Audiobook szalenie wciąga, tak jakby opowiadał o czymś zupełnie nieznanym. Wszystkie opisywane postacie są autentyczne. Autor opowiada zarówno o tym, co działo się na pokładach porwanych samolotów, jak i w budynkach, w które one uderzyły. Opowieść o ludziach z wież, czy z Pentagonu, obejmuje zarówno czas przed uderzeniem, w trakcie i po, w przypadku World Trade Center nawet po zawaleniu się wież.
Szalenie ciekawy jest tutaj aspekt ludzki. Zuckoff opisuje przeróżne ludzkie zachowania. Przykładowo już po uderzeniu w pierwszą wieżę, szef jednej z firm, która miała siedzibę w drugiej wieży, podzielił swoich pracowników w pary i systematycznie, po kolei, ich ewakuował, wskazując kto w danej chwili ma jechać windą. Narażał się oczywiście na to, że sam ewakuować się nie zdąży. Jest opis starszej, chorej kobiety, która schodziła po uderzeniu w wieżę schodami, szło jej to bardzo wolno, bo przejściu jednego schodu, musiała na chwilę stanąć. Gdy spotkali ją strażacy, postanowili pomóc, opóźniając tym samym swój marsz i zmniejszając drastycznie szansę na swoje przeżycie.
Są opisy, jak ludzie reagowali na atak, będąc w wieżach. Jedni od razu zaczęli uciekać, inni zastanawiali się, jeszcze inni czekali, aż ktoś, nie wiadomo kto, coś im powie, np. policja czy straż pożarna. Byli tacy, że gdy wieża płonęła, trzeszczała, dalej siedzieli w swoich pokojach w tej wieży i dzwonili na policję i prosili o wskazówki, co mają robić. Straż pożarna, nie mając wiedzy o skali zdarzenia, początkowo podawała komunikaty, aby ludzie nie uciekali i czekali, na szczęście sporo osób tego nie posłuchało. Ci, którzy dostosowali się do tych poleceń, nie przeżyli.
Szokujące są opisy niesamowitego chaosu, jaki nastąpił w szeregach różnorakich służb po porwaniach samolotów. Nie ma się oczywiście czemu dziwić, ale byli tacy, którzy nawet w takiej sytuacji "nie stracili" głowy.
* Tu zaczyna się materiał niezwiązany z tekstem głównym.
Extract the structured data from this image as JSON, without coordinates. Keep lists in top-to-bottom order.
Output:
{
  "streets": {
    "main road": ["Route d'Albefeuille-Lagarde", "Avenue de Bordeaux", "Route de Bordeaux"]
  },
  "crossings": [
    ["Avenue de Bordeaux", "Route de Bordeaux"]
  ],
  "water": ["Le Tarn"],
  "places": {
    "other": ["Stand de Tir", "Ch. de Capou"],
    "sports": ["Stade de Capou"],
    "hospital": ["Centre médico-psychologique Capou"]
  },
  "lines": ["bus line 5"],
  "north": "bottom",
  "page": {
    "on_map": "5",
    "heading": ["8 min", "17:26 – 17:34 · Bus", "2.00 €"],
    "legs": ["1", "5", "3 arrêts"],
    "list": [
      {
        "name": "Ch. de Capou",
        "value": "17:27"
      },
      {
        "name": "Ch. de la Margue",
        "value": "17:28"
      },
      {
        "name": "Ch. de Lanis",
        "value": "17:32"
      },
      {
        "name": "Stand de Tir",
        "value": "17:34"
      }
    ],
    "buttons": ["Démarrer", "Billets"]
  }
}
Jeden człowiek, zajmujący się kontrolą lotów, po uzyskaniu informacji, że terroryści wchodzą do kokpitów samolotów, sam z własnej inicjatywny, beż żadnych instrukcji i bez konsultacji z innymi osobami, zaczął pisać do załóg wszystkich samolotów na kontrolowanym przez siebie obszarze, komunikaty z ostrzeżeniem. Wysyłał je faxem, była to wówczas najszybsza droga. W tym czasie nie było jeszcze wiadomo, czy inne samoloty zostały porwane i w jakiej ilości. Nic to nie dało, bo gdy fax trafił do porwanego samolotu, porywacze już byli w kokpicie, ale brakło kilku minut, aby fax dotarł wcześniej. Gdyby ktoś, kto przekazał informacje temu człowiekowi zrobił to wcześniej, gdyby tego drugiego w "łańcuszku" też poinformowano wcześniej, być może wypadki potoczyłyby się inaczej.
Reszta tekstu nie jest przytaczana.